Home of Lucy Buck, Diarist
— Battle of Front Royal - May 23, 1862 —
A remarkable number of Front Royal residents recorded the battle in their diaries. At least five of these diaries survive to reveal the civilian side of the Civil War, usually absent from official military records or soldiers' letters.
One of the most colorful diaries was kept by Lucy Buck, the 19-year-old daughter of William M. and Elizabeth A. Buck. Lucy witnessed the action from her parents' home, Bel Air, which was built in 1795. Her father was a leading merchant and citizen of Front Royal. At the time of the war, the distance from Bel Air to the town was less than a quarter mile.

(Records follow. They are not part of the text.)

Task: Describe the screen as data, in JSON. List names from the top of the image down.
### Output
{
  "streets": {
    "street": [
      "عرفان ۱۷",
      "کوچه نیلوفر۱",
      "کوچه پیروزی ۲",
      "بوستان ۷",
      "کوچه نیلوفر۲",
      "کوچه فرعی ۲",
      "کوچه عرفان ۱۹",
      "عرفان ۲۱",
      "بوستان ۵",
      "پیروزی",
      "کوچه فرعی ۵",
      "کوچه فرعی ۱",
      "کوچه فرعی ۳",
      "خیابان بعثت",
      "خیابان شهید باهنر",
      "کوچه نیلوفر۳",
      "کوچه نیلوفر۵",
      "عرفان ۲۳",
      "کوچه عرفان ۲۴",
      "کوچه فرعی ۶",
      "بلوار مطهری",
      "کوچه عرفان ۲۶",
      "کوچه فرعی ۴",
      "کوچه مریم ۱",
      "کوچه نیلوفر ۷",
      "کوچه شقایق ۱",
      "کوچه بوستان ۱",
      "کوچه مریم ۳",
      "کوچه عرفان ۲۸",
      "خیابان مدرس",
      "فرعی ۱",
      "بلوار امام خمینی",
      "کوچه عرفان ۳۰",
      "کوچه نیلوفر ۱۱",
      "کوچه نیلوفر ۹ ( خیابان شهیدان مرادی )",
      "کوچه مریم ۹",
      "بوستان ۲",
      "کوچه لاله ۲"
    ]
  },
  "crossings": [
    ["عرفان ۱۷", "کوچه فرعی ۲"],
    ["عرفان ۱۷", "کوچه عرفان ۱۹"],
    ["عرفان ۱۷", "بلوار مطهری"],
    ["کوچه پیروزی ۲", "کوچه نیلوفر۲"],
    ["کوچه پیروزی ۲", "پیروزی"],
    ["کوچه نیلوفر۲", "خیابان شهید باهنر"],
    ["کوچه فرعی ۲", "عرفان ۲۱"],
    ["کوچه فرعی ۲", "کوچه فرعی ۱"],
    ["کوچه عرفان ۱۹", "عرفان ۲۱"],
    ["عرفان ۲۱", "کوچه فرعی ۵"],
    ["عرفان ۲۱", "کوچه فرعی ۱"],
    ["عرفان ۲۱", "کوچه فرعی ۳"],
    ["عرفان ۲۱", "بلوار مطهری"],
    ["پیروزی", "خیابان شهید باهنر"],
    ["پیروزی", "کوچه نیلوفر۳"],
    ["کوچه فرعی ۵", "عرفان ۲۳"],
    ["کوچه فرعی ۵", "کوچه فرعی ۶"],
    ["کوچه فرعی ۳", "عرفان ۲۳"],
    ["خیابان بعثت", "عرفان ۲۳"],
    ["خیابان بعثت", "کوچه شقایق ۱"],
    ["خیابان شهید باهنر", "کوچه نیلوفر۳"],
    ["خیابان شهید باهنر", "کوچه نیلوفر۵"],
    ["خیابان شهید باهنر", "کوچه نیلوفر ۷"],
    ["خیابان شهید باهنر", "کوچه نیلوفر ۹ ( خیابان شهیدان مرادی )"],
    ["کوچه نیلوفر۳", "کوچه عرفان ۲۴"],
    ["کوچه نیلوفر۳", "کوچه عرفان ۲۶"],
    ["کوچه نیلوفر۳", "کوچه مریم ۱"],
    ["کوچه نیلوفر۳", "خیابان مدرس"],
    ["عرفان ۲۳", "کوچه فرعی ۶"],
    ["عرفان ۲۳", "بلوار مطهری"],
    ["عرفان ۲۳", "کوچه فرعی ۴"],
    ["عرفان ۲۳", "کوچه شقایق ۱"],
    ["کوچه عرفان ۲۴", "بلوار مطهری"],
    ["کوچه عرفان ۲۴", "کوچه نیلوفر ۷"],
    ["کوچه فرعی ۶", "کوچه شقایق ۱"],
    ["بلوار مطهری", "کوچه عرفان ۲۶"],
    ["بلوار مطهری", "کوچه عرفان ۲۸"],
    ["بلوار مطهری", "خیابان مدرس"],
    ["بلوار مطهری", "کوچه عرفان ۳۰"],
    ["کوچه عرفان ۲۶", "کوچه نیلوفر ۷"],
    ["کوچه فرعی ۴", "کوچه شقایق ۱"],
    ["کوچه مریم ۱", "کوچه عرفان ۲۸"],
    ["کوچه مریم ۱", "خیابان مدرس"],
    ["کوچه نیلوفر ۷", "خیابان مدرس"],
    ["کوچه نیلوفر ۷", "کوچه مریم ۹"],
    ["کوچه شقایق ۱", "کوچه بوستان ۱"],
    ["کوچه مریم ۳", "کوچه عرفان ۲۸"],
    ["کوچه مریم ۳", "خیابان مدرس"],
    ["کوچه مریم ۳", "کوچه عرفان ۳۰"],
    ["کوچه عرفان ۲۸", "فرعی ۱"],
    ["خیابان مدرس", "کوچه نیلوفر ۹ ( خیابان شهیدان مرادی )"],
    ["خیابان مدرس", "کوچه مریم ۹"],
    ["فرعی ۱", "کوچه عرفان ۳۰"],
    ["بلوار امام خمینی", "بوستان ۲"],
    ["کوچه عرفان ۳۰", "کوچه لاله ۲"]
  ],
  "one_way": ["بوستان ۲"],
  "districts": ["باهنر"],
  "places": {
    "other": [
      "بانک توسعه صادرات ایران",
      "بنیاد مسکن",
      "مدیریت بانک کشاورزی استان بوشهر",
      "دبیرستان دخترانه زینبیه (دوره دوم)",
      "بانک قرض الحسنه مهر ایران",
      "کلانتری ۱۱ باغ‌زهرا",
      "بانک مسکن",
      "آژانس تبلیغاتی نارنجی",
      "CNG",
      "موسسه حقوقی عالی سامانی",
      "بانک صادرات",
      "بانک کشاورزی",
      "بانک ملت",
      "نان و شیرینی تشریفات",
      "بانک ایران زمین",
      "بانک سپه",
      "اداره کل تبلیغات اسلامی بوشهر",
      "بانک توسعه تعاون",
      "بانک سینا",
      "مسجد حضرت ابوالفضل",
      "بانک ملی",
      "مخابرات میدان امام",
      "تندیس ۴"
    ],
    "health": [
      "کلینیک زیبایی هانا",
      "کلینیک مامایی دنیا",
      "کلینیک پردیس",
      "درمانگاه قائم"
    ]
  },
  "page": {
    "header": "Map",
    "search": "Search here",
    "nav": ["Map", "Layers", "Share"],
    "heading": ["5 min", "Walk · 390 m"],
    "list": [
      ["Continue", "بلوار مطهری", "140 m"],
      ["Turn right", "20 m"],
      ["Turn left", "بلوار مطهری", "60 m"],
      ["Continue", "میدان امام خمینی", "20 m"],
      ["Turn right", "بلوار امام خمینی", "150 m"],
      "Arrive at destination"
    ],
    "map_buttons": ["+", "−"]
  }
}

Lucy's account of the battle is typical of the entire diary, which is full of the fire and brimstone of an ardent young Confederate patriot:
Of one thing I am particularly glad - our First Maryland Regiment was the first to charge the Yankee First Maryland - drove them out of town, captured and then marched back singing "Maryland, (My Maryland)." They have always wanted to meet and have been justified with a vengeance, on one side at least.
(Lower Center Sidebar): Lee at Bel Air
On July 22, 1863, as the Army of Northern Virginia marched through Front Royal on its retreat from Gettysburg, William M. Buck met the commanding general and his staff at the pontoon bridges over the Shenandoah River and invited them to Bel Air for refreshment. Gen. Robert E. Lee accepted the invitation, and Lucy Buck wrote in her diary how the officers arrived to "stretch their cramped limbs and drink fresh buttermilk. I shall never forget the grand old chief as he stood on the porch surrounded by his officers; a tall commanding figure clad in dusty, travel-stained gray but with a courtly, dignified bearing." Lucy and her sister, at Lee's request, played and sang Southern songs while he stood by the piano.
After the war, when Lee was president of Washington College in Lexington, Lucy wrote to request a personal momento. He responded with a kind note enclosing a uniform button that, he said, had "accompanied him in all his Virginia campaigns." The note and the button are on display at the Warren Rifles Confederate Museum on Chester Street.